Le ministre de l’Intérieur, il est vrai déjà condamné pour injure raciale, feint d’ignorer ce qui se passe dans ses propres services. La direction de la gendarmerie prétend que ce fichier n’existe pas alors que des preuves formelles de son utilisation par un service de cette même gendarmerie ont été apportées et rendues publiques. Et l’on y trouve par exemple le stockage de données sur la « généalogie des familles tziganes », la délinquance y étant donc considérée comme héréditairement transmissible chez « ces gens-là »…
Lorsque Viviane Reding avait observé le mois dernier, s’agissant de la chasse aux Roms organisée par Nicolas Sarkozy depuis juillet 2010, qu’on aurait pu espérer ne pas revoir ce genre de choses après la Seconde Guerre mondiale, le président de la République et ses porte-voix avaient feint de voir dans ses propos un parallèle insoutenable avec la « destruction des juifs d’Europe » par les nazis. Vont-ils cette fois comprendre que les Roms ont leur propre expérience de ce que préparent historiquement le fichage ethnique, le repérage des « généalogies tziganes » et l’identification de la « non-sédentarisation » à la « délinquance itinérante » ? Ou faudra-t-il leur rappeler l’usage qui fut fait du fichier établi en application de la loi de 1912 lorsque les juifs, les tziganes et les homosexuels étaient les cibles des nazis et de leurs « collaborateurs » vichyssois ?
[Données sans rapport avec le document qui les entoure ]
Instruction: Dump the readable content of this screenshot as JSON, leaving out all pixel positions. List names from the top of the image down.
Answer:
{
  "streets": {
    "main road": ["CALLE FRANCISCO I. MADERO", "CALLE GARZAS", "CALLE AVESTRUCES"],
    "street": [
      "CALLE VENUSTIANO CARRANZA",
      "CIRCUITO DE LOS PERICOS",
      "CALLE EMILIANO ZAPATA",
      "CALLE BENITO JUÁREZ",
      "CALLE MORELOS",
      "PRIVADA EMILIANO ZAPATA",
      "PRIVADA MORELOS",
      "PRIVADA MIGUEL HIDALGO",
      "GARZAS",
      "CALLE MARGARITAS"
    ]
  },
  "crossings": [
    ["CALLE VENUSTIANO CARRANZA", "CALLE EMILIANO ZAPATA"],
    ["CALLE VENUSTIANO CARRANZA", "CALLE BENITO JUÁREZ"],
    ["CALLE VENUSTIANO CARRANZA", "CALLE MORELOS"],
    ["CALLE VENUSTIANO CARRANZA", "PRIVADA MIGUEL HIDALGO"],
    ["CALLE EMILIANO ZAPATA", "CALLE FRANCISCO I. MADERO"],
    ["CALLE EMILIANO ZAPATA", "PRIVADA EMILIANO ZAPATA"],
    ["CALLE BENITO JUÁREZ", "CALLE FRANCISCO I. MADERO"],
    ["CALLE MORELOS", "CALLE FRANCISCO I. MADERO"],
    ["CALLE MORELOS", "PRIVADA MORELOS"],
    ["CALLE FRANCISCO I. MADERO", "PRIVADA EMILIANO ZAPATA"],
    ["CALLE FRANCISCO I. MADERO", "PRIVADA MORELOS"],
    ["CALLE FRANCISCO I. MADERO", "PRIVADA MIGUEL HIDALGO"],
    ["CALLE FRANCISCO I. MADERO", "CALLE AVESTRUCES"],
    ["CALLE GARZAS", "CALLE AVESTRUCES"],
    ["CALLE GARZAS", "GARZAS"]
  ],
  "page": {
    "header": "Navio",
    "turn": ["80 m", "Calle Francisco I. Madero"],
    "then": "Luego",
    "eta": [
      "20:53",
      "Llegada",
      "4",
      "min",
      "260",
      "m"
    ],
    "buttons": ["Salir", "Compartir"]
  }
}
Expulsions ethniques, fichage ethnique… Quelle sera la prochaine étape de la « racialisation » des approches sécuritaires ? La Ligue des droits de l’Homme, fortement investie dans le regroupement de plus de cent dix organisations à la suite de la manifestation du 4 septembre contre la « politique du pilori » xénophobe et discriminatoire, appelle plus que jamais à un sursaut civique contre cette tache qui se répand sur l’honneur de la République.
Paris, le 8 octobre 2010.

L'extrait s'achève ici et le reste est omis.